→ **WHAT YOU NEED TO DO**
Write out every record below exactly as it stands, leaving the pictures out.

(Stored data entries)
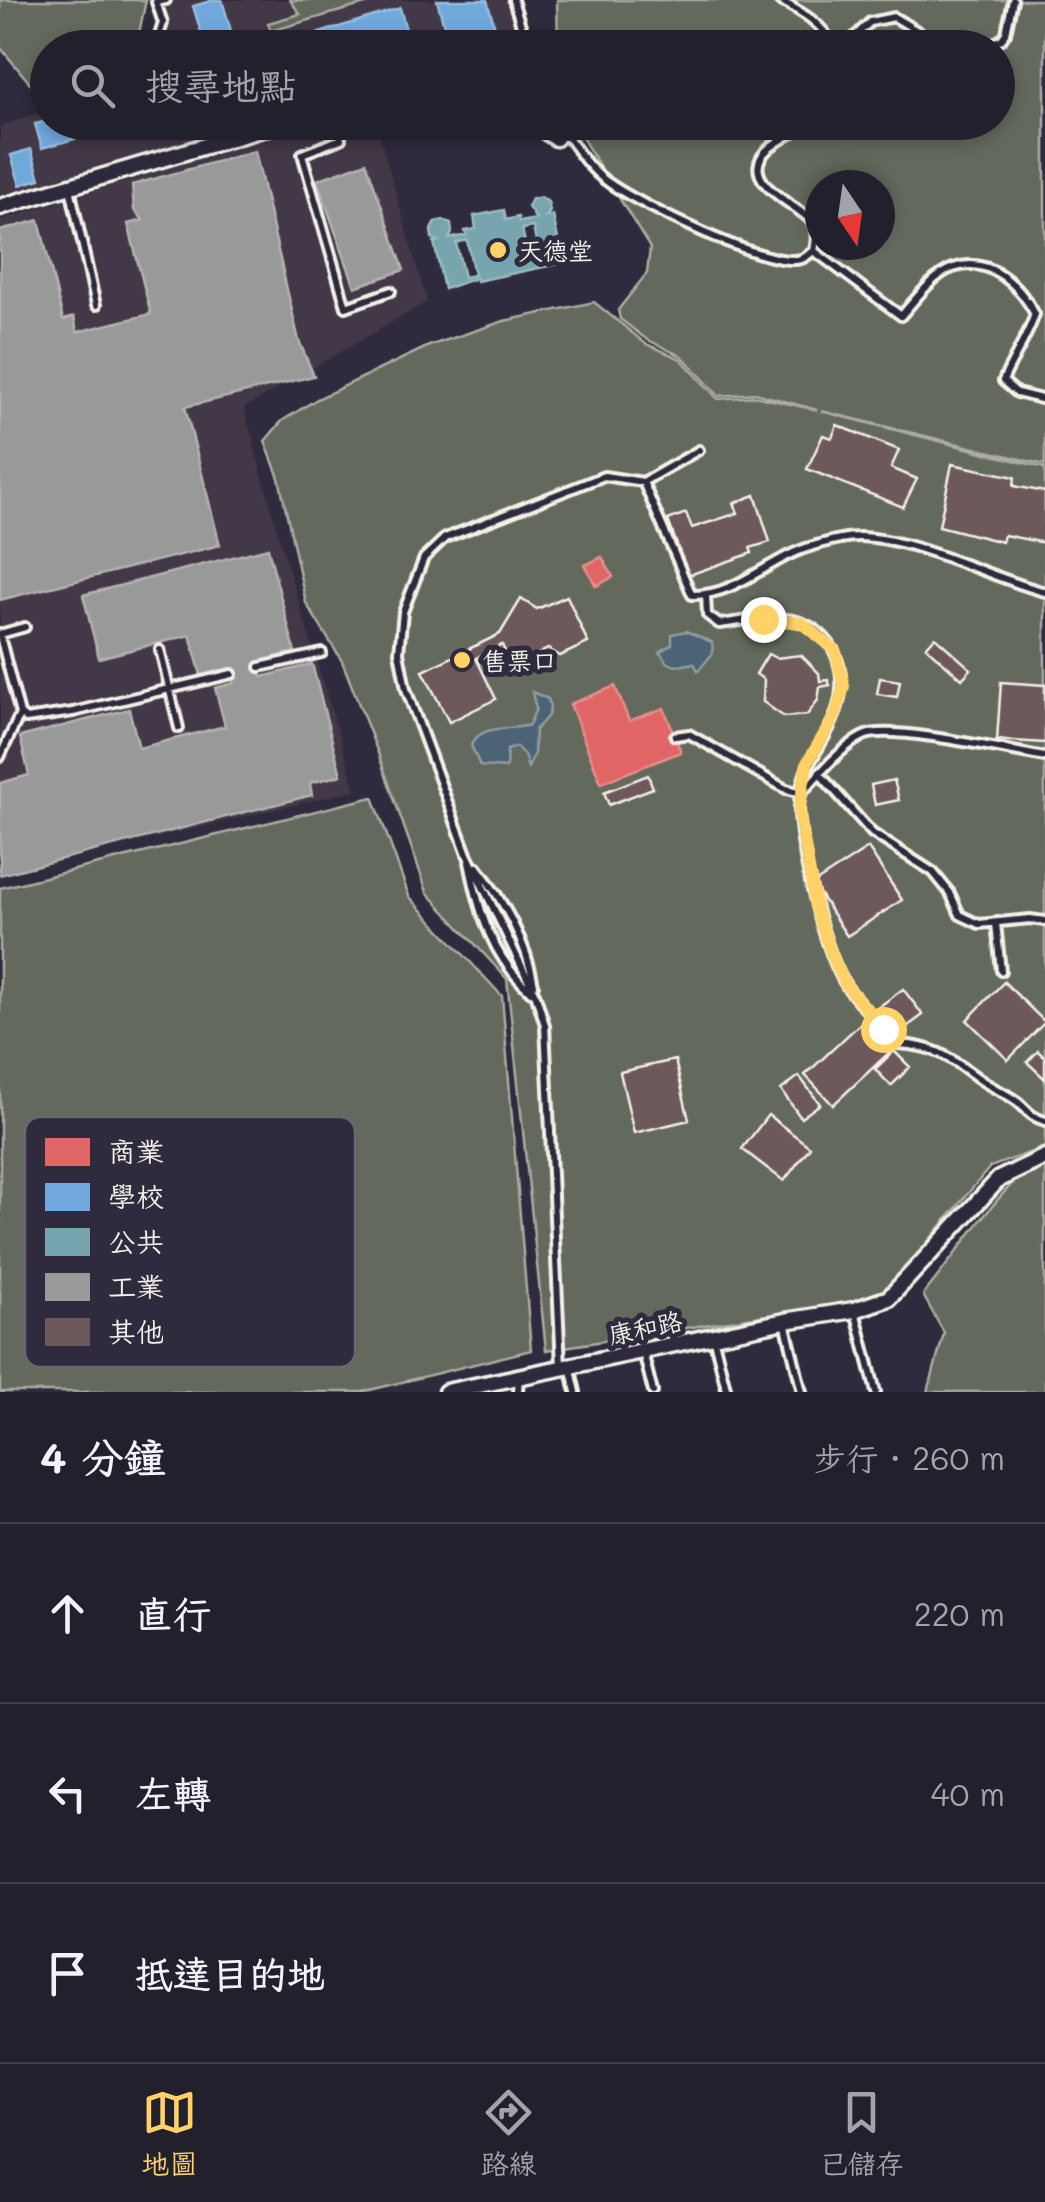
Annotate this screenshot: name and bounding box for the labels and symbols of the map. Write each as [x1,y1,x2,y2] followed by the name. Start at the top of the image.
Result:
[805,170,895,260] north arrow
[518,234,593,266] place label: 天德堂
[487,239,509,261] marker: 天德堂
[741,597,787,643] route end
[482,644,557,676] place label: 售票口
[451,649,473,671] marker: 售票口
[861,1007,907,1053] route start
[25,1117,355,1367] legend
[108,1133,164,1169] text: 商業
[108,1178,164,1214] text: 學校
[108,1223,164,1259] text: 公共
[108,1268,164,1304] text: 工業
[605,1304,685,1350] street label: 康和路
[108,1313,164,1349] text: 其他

→ **ANSWER TO THE PROBLEM**
Annotate this screenshot: name and bounding box for the labels and symbols of the map. Write each as [x1,y1,x2,y2] followed by the name. Start at the top of the image.
Result:
[805,170,895,260] north arrow
[518,234,593,266] place label: 天德堂
[487,239,509,261] marker: 天德堂
[741,597,787,643] route end
[482,644,557,676] place label: 售票口
[451,649,473,671] marker: 售票口
[861,1007,907,1053] route start
[25,1117,355,1367] legend
[108,1133,164,1169] text: 商業
[108,1178,164,1214] text: 學校
[108,1223,164,1259] text: 公共
[108,1268,164,1304] text: 工業
[605,1304,685,1350] street label: 康和路
[108,1313,164,1349] text: 其他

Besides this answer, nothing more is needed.